Gunther Schuller (born 1925, New York City) has developed a musical career that ranges from composing and conducting to his extensive work as an educator, jazz historian, administrator, music publisher, record producer, and author. In 1943, at the age of seventeen, Mr. Schuller was principal French horn with the Cincinnati Symphony; two years later he was appointed to a similar position with the Metropolitan Opera Orchestra. In 1959 he gave up performing to devote himself primarily to composition. Among other awards, Mr. Schuller has received the Pulitzer Prize (1994), the Darius Milhaud Award, the Alice Ditson Conducting Award, the Max Rudolf Award of the Conductors Guild, the Rodgers and Hammerstein Award, and numerous honorary degrees. In 1989 Mr. Schuller was honored by Columbia University with the William Schuman Award for lifetime achievement in composition; in 1991 he was granted a coveted MacArthur Fellowship; in 1993 Downbeat Magazine honored Mr. Schuller with a Lifetime Achievement Award for his contributions to jazz and elected him to the Downbeat Hall of Fame; in 1994 Musical America named him Composer of the Year. Mr. Schuller was decorated with the Grand Cross of the Order of Merit by the Federal Republic of Germany in 1996 for his services to music. In 1994 Mr. Schuller received the Pulitzer Prize for his work Of Reminiscences and Reflections. In 1998, he was one of only five living musicians in the inaugural class of inductees of the American Classical Music Hall of Fame in Cincinnati. Mr. Schuller has also had an extensive career in the field of jazz, collaborating (as composer, arranger, hornist, conductor) with such major jazz musicians as Miles Davis, Dizzy Gillespie, the Modern Jazz Quartet, Gil Evans, Eric Dolphy, Charles Mingus and Joe Lovano.

Mr. Schuller has written over 160 compositions, including five symphonies, twenty eight concertos (for a wide variety of instruments, among these: two for violin, three for piano, three string quartets, two operas, and numerous chamber works. His most popular works have been Seven Studies on Themes of Paul Klee, Spectra, Deaï (for three orchestra), Four Soundscapes, The Past is in the Present, An Arc Ascending, Farbenspiel (commissioned by the Berlin Philharmonic). His opera The Visitation (Die Hemsuchung) based on Kafka's Der Prozess was commissioned by and premiered to enormous success at the Hamburg State Opera in 1966.

As a conductor Mr. Schuller travels through the world, leading such ensembles as the Berlin Philharmonic, London Philharmonic, Chicago Symphony and the New York Philharmonic orchestras in widely varied repertory. As an educator, he taught at the Manhattan School of Music and at Yale University before being appointed President of the New England Conservatory of Music (Boston) in 1967, in which post he served until 1977. From 1963 to 1984 Mr.

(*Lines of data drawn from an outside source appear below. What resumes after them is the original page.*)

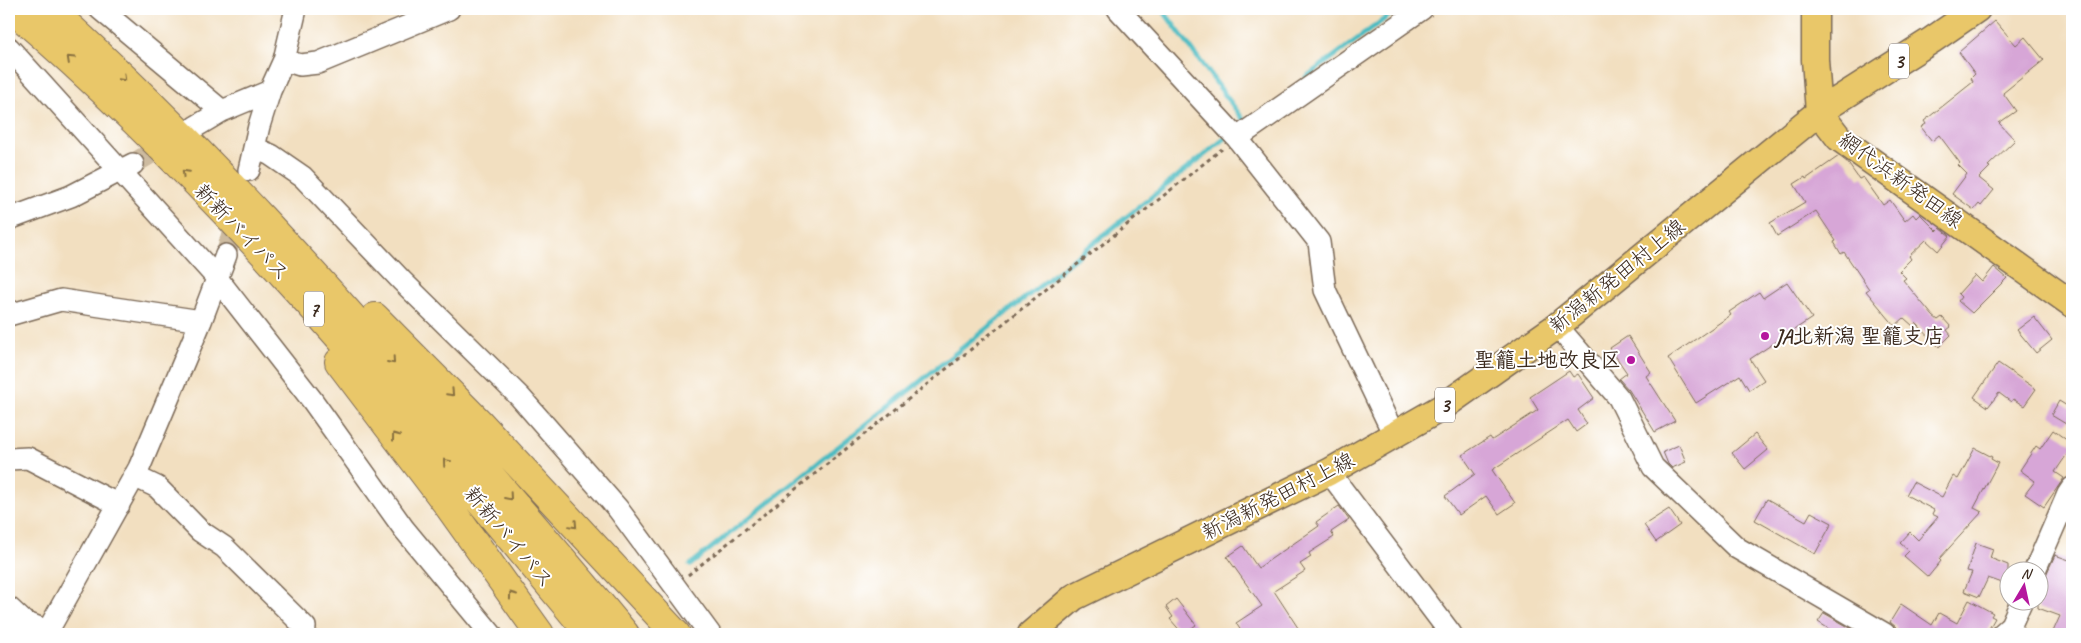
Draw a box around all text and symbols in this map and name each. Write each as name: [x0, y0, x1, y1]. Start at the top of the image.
road number: 3: [1889, 44, 1909, 78]
one-way arrow: [66, 56, 75, 65]
one-way arrow: [118, 72, 127, 81]
street label: 網代浜新発田線: [1834, 126, 1968, 234]
one-way arrow: [182, 170, 191, 179]
street label: 新新バイパス: [189, 178, 295, 286]
street label: 新潟新発田村上線: [1544, 213, 1690, 339]
road number: 7: [304, 292, 324, 326]
place label: JA北新潟 聖籠支店: [1773, 323, 1944, 349]
marker: JA北新潟 聖籠支店: [1759, 330, 1771, 342]
place label: 聖籠土地改良区: [1474, 347, 1621, 373]
marker: 聖籠土地改良区: [1625, 354, 1637, 366]
one-way arrow: [386, 355, 395, 364]
one-way arrow: [445, 387, 454, 396]
road number: 3: [1435, 388, 1455, 422]
one-way arrow: [392, 433, 400, 442]
street label: 新潟新発田村上線: [1197, 446, 1359, 546]
one-way arrow: [443, 459, 452, 468]
street label: 新新バイパス: [459, 481, 559, 593]
one-way arrow: [503, 492, 512, 501]
one-way arrow: [568, 519, 577, 528]
north arrow: [1998, 560, 2048, 610]
text: N: [2020, 565, 2034, 583]
one-way arrow: [509, 591, 518, 601]

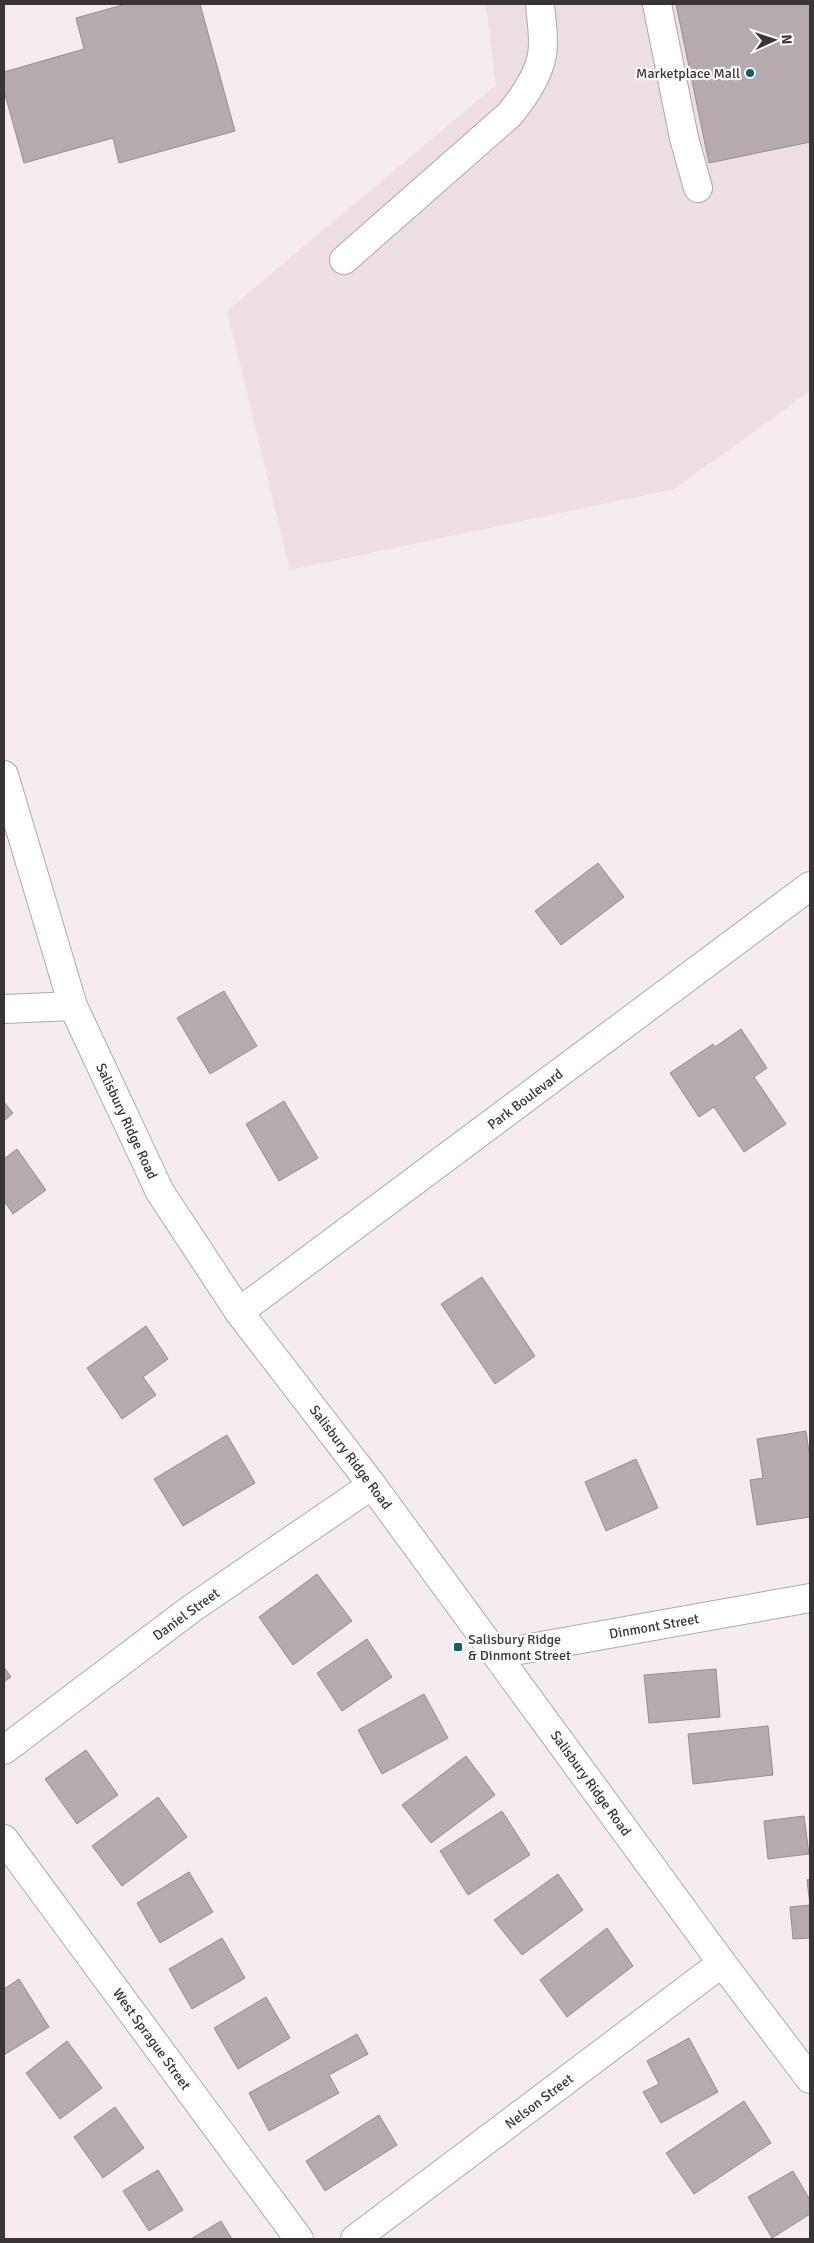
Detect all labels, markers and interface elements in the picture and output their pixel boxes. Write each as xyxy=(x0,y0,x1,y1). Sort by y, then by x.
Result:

Schuller was Head of Composition and (later) Artistic Director of the Berkshire Music Center at Tanglewood. Since 1984 he has been the Artistic Director of the Festival at Sandpoint (Idaho).

Mr. Schuller has written dozens of essays and five books, all for Oxford University Press, including the renowned jazz history studies Early Jazz and The Swing Era: The Development of Jazz &Mac247; 1930-1945. His most recent book is a volume on the art of conducting as an interpretive art, entitled The Compleat Conductor.